**Records:**

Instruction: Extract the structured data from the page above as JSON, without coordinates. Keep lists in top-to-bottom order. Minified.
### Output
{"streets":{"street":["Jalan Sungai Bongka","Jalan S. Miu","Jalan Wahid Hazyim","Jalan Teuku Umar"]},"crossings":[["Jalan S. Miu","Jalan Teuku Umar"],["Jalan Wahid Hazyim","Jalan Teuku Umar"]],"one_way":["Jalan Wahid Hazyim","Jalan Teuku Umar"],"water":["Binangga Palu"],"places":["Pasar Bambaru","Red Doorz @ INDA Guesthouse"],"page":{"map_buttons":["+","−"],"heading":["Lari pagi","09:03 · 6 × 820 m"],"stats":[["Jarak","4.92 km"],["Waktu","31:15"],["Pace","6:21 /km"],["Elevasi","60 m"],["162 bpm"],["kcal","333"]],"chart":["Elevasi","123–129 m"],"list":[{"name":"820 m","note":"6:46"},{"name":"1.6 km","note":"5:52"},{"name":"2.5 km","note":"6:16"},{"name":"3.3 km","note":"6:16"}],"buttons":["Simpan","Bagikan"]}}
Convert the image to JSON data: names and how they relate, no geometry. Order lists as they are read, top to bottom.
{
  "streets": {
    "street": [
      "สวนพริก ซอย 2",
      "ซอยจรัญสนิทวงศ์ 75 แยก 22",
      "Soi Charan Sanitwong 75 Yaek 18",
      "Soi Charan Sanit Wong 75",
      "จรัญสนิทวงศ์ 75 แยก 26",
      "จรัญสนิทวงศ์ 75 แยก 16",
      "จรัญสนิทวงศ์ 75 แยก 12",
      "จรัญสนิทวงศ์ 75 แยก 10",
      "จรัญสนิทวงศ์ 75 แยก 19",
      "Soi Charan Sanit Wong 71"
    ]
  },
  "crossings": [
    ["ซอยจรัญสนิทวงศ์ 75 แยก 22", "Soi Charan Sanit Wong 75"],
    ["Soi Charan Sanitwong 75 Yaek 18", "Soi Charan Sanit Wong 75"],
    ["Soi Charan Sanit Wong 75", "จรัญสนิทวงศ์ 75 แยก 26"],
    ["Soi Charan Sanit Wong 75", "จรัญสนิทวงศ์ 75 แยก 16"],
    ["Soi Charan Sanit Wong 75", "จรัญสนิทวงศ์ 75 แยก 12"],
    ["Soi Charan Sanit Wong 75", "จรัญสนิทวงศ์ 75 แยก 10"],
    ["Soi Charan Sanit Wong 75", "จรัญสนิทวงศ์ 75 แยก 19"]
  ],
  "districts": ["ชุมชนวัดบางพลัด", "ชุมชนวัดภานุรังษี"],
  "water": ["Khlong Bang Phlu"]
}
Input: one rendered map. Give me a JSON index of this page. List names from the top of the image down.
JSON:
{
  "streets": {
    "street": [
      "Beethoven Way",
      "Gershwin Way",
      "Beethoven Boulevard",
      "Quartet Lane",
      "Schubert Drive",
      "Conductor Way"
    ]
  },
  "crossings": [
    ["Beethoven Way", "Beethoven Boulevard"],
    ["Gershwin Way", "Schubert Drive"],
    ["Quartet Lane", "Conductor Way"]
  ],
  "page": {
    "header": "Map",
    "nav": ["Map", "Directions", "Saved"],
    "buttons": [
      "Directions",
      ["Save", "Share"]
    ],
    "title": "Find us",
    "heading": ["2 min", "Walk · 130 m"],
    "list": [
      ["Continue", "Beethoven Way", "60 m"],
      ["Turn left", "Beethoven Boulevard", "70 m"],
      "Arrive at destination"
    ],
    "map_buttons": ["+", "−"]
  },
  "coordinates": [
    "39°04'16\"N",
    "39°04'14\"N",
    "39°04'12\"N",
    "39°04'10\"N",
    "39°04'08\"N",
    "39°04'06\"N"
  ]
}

**Task goal:** Across the whole listing above, state how many lines contain "Drive". Only the number is wanted.

**Reply to the exercise:** 2